In our society, we’ve pretty much grown up feeling that we’re nobody unless we have what a certain somebody else has, so we’re as good or cool as they are.

Whatever the metric of success – social status and recognition, material and physical prosperity – once we see it in someone else we tell ourselves, if we only have that, we’ll be happy. Guru sales guys specialize in awakening your wants and desires so you’ll buy and buy and buy. Why shouldn’t you “have it all” right?

Thanksgiving Day is a time to be grateful. And today, I am especially grateful for something sort of unusual:

I am grateful for the growing belief that “genuine happiness lies in not wanting.”

Can you remember a moment when everything seemed perfect? Just for a moment? During that rare moment, did you want anything else?

But a short while later, the old wanting grinder starts up again…

No matter what (or who) it is we get, soon the happiness it provided wears off…we get unhappy again, want something or someone else, and well, you know the story. After all these years, I am learning that

“Endless wanting is a burden to the mind.” – Ani Tenzen Palmo.

That belief doesn’t mean you live in a hovel. Or have no rewards for what you do. Far from it. It’s about not hankering after the rewards of what you do. It’s in the hankering that the danger lies.

Who owns your happiness?

Are you unhappy unless you own what they tell you that you need to be happy? Have you fallen for that a little over the years, like I have?

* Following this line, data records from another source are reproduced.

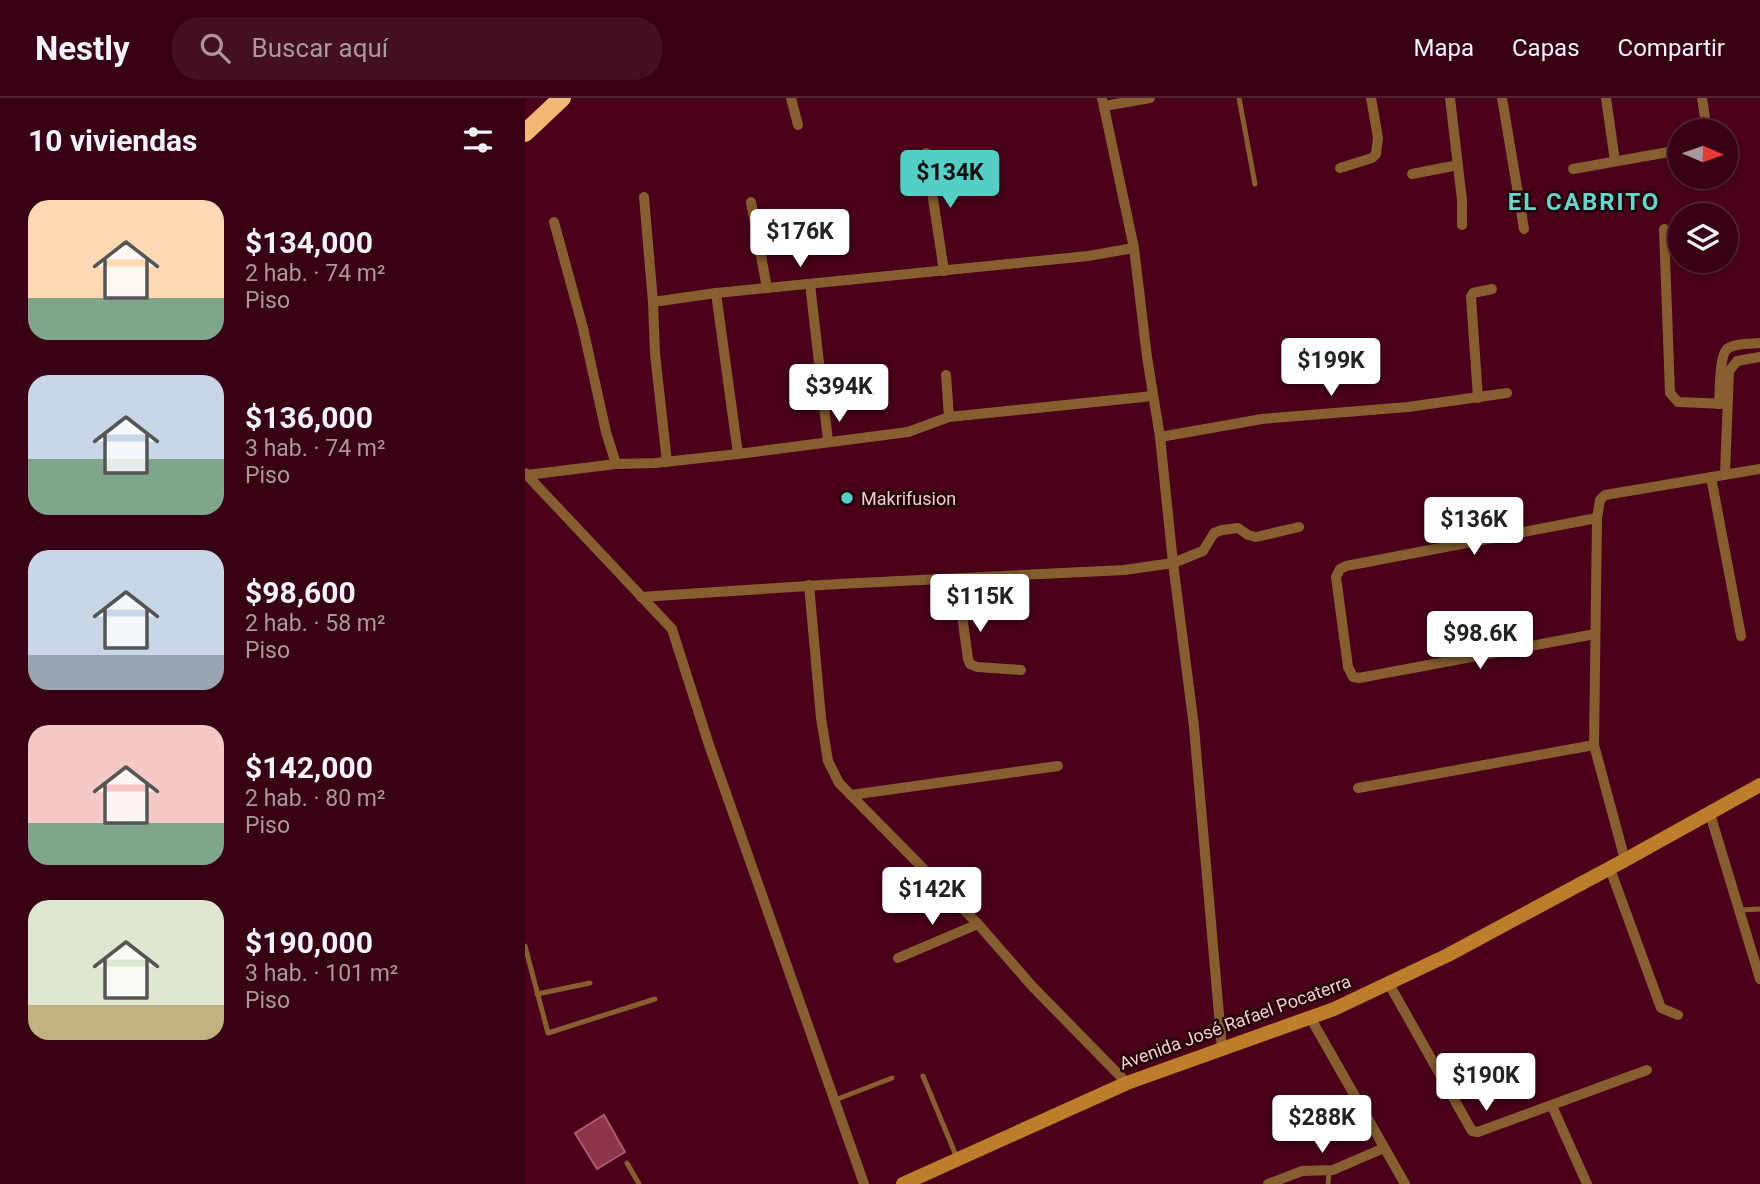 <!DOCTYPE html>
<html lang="es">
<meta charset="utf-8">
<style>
:root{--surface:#380014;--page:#430f22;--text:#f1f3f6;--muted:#ab97a0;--line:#522234;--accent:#55cec5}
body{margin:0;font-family:Roboto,sans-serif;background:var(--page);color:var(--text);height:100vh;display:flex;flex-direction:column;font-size:26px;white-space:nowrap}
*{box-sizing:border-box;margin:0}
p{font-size:23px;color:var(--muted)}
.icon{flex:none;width:38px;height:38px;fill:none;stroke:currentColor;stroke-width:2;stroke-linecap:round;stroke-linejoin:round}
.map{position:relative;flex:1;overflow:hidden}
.side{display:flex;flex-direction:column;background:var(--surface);width:525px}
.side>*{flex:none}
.needle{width:46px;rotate:92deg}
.tools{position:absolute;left:1143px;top:21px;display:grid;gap:14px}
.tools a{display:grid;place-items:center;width:70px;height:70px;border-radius:50%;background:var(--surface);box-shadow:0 4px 10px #0003,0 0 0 2px var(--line);font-size:35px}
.price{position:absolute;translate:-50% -60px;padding:0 16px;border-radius:7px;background:#fff;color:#222;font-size:23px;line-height:46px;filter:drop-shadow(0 2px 4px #0008)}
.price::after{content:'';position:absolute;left:50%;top:42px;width:21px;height:16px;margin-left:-10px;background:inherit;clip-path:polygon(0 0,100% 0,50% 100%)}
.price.on{background:var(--accent);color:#111}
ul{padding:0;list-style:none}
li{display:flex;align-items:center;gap:21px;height:175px;padding:0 28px}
li span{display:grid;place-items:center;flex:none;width:196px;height:140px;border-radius:21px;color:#555}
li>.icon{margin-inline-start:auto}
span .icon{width:84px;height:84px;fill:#fffc;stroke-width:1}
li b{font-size:30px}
h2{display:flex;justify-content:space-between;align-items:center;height:84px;padding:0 28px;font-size:30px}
header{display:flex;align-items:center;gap:42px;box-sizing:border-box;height:98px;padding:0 35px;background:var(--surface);border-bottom:2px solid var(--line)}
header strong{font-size:33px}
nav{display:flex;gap:38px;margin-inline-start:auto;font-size:24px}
.search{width:490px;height:63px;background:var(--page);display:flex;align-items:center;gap:18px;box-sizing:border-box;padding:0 24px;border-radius:28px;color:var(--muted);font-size:26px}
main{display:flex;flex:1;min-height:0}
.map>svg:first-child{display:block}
</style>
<header>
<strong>Nestly</strong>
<div class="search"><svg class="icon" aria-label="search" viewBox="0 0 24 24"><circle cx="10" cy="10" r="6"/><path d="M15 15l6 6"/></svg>Buscar aquí</div>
<nav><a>Mapa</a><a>Capas</a><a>Compartir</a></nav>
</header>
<main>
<section class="side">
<h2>10 viviendas<svg class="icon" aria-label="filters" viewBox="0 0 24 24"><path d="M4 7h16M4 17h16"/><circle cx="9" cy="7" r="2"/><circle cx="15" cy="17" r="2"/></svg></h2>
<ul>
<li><span style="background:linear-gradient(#ffd9b3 70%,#7fa58c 0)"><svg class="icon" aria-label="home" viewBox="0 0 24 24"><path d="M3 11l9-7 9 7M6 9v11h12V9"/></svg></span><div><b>$134,000</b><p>2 hab. · 74 m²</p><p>Piso</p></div></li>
<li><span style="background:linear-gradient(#c9d6e8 60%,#7fa58c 0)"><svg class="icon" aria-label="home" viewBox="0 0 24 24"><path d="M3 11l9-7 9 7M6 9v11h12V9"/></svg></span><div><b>$136,000</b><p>3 hab. · 74 m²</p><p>Piso</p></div></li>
<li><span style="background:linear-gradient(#c9d6e8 75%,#9aa5b1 0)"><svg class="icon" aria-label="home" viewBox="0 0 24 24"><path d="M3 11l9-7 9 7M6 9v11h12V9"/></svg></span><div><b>$98,600</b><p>2 hab. · 58 m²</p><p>Piso</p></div></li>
<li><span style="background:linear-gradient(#f6c9c9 70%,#7fa58c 0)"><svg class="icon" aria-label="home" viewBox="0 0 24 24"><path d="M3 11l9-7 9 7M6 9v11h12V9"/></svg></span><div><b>$142,000</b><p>2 hab. · 80 m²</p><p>Piso</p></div></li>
<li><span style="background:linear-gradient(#dfe7d0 75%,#c2b280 0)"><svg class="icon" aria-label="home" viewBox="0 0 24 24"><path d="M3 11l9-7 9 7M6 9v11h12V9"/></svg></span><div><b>$190,000</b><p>3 hab. · 101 m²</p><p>Piso</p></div></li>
</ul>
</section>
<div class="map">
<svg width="1235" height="1086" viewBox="0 0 1235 1086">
<rect width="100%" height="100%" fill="#4b001a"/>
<!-- building -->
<polygon fill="#8c3449" stroke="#ac5a6a" stroke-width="2" points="79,1017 100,1054 72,1071 50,1035"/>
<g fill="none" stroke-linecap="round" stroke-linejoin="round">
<!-- lane -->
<g stroke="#865e2f" stroke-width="5">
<polyline points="714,0 730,86"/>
<polyline points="1215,812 1235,811"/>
<polyline points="0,848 23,935 130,901"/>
<polyline points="12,896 65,885"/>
<polyline points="398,978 432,1060"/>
<polyline points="310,1002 367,980"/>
<polyline points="102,1065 114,1086"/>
<polyline points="803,1086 804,1073"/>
</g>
<!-- street -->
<g stroke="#865e2f" stroke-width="10">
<polyline points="266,0 273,27"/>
<polyline points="577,0 609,150 622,259 635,339 648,465 669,629 697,951"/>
<polyline points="925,0 937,102 937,127"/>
<polyline points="977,0 999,131"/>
<polyline points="1081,0 1090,63"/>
<polyline points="1177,0 1182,33"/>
<polyline points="579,8 625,0"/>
<polyline points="401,55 419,173"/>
<polyline points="815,70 847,60 851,56 853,40 846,0"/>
<polyline points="1048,71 1155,52"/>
<polyline points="887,76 933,67"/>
<polyline points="119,99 128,204"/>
<polyline points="226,104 242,190"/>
<polyline points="29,124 58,230 81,334 91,366"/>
<polyline points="1139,131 1145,295 1153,304 1202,306"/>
<polyline points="285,186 303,343"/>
<polyline points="191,195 213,356"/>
<polyline points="421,277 424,319"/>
<polyline points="953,300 946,199 948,195 967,191"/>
<path d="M 1194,306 C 1195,294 1194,258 1202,251 C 1210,245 1225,246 1235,245"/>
<polyline points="635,339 737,321 883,309 982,295"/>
<polyline points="142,364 130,256 128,204 191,195 563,158 609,150"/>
<polyline points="0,375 147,531 184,647 339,1086"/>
<polyline points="1200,375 1204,273 1212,263 1235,259"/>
<polyline points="2,377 91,366 130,365 213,356 383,334 424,319 628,298"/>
<polyline points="1186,379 1216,538"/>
<polyline points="432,481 443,561 445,566 452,569 496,572"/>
<polyline points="284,487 296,620 303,663 314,685 453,826 507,888 602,985"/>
<polyline points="116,499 313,486 599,472 648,465 678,453 689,435 697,432 713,430 723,437 731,439 774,429"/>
<polyline points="1070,536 834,580 828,579 823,569 811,479 815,471 821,468 1072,420"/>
<polyline points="833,690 1069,647"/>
<polyline points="326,697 533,668"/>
<polyline points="1185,716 1235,881"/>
<polyline points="1100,762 1069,647 1072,420 1075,402 1080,397 1235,371"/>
<polyline points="1085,771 1136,910 1153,917"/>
<polyline points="373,860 453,826"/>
<polyline points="864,886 947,1033 953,1034 1122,972"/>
<polyline points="785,919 880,1086"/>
<polyline points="1027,1008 1062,1086"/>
<polyline points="743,1086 777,1073 808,1072 859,1050"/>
</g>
<!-- secondary -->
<polyline stroke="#bd7d2b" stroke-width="14" points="378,1086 602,985 809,911 923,857 1100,762 1235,687"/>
<!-- highway -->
<polyline stroke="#f3b875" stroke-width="18" points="0,35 37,0"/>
</g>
<!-- markers -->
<circle fill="#55cec5" stroke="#1f0209" stroke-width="2.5" cx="322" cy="400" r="7"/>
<g text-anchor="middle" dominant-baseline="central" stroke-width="5" stroke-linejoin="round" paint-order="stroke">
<!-- poi labels -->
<g font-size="18" fill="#f9cad1" stroke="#1f0209" text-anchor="start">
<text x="336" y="400">Makrifusion</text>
</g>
<!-- street labels -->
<g font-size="18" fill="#f9cad1" stroke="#1f0209">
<text transform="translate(710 924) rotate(-20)">Avenida José Rafael Pocaterra</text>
</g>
<!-- district labels -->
<g font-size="24" font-weight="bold" letter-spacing="2" fill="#6ad5cc" stroke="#1f0209">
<text x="1059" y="104">EL CABRITO</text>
</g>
</g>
</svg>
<div class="tools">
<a><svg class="needle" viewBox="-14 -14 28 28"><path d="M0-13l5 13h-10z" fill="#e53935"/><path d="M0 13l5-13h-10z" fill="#ab97a0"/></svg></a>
<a><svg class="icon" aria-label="layers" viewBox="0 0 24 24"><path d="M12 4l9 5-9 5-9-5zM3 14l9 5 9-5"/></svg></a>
</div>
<b class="price on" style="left:425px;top:112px">$134K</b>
<b class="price" style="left:275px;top:171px">$176K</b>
<b class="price" style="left:806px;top:300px">$199K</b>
<b class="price" style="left:314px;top:326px">$394K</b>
<b class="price" style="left:949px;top:459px">$136K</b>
<b class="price" style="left:455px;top:536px">$115K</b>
<b class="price" style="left:955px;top:573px">$98.6K</b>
<b class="price" style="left:407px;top:829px">$142K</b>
<b class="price" style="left:961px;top:1015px">$190K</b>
<b class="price" style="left:797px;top:1057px">$288K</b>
</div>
</main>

Today I am grateful for not wanting, not hankering after rewards quite like before. It is both relieving and invigorating. The love of doing it rules. Not the (external) rewards of it.

P.S. In case you think the “not wanting” mindset is for sissies, don’t be fooled. In any negotiating session, the one who cares the least about the prize, wins. It is the one who hankers after it most who gives away the store – and often – her soul.

About the author

Kim Klaver


  • Great post, Kim. I love the concept of the wanting mind because it helps us realize that we are forever wanting. (And people take advantage of that weakness of ours!) We are always searching and needing, even after we get there. If our reason for searching is to grow during the journey, that's one thing, but it's usually just to get More.

    What a terrible way to live.

    Alice 🙂

  • Congratulations Kim. Wanting always creates more wanting. I have been practing this way of living for many years now and I can tell you that it is the only way to be totally free. Living without being attached to a particular outcome allows me to have a soft heart and a thick skin. I love my mlm business and it doesn't matter to me that I am not at the top of any heap. I work towards my goals but I'm not attached to seeing the outcome in only one specific way. We are always in charge of our happiness, not the stores or wall street.

  • Kim,

    Great post. We live in one of the most covetous cities in the U.S. Children here are brand conscious before they can read.

    You reminded me of a quote from Charles Kingsley that I have kept by my monitor for years.

    "We act as if comfort and luxury were the chief requirements of life – when all we really need to make us happy is something to be enthusiastic about."